■ Task instructions ■
When you transcribe the listing that follows, keep every line exact and skip any picture.

■ Data excerpt ■
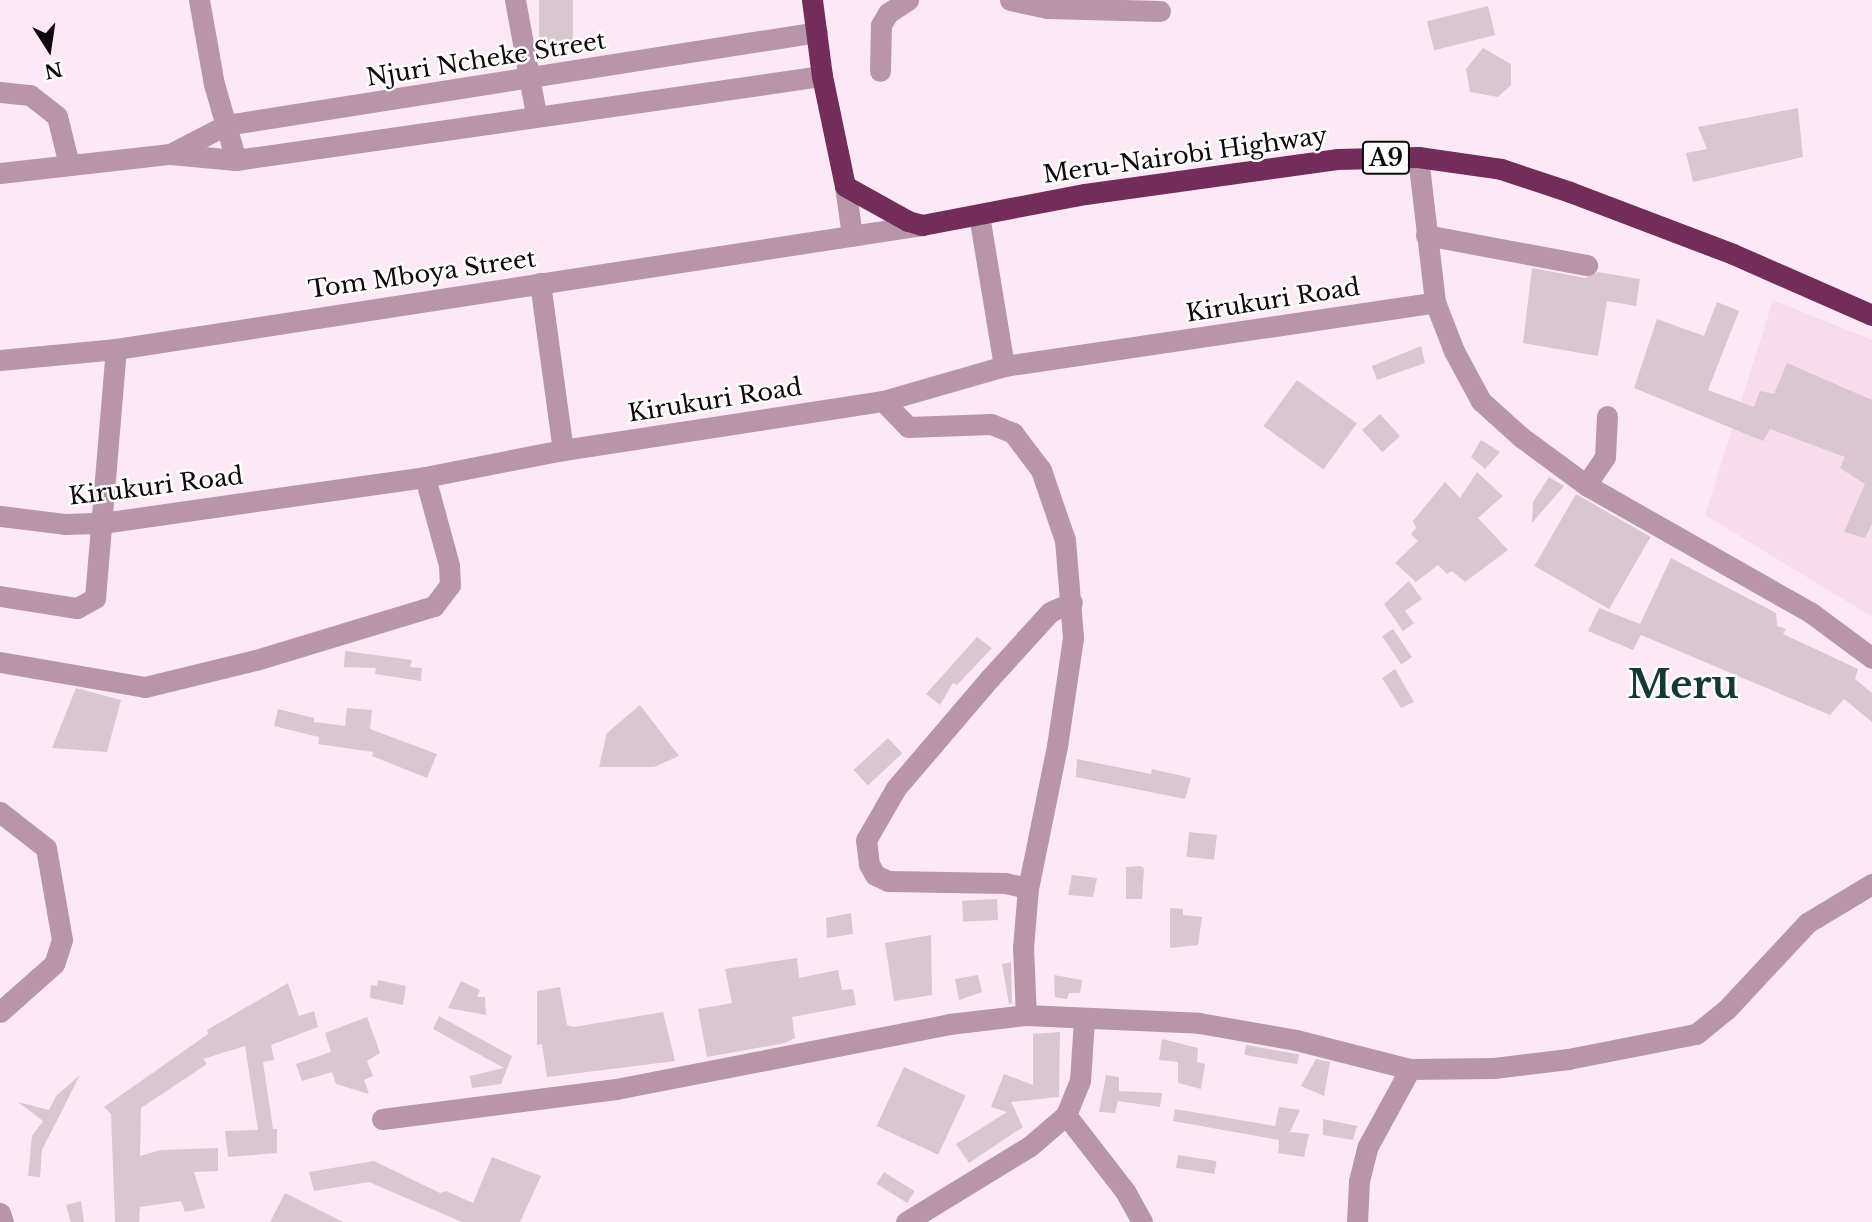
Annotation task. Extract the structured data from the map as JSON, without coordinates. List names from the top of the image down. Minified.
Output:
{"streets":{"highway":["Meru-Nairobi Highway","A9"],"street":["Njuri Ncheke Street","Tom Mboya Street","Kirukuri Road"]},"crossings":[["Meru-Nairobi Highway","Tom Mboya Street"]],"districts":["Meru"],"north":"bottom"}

■ The answer ■
Annotation task. Extract the structured data from the map as JSON, without coordinates. List names from the top of the image down. Minified.
Output:
{"streets":{"highway":["Meru-Nairobi Highway","A9"],"street":["Njuri Ncheke Street","Tom Mboya Street","Kirukuri Road"]},"crossings":[["Meru-Nairobi Highway","Tom Mboya Street"]],"districts":["Meru"],"north":"bottom"}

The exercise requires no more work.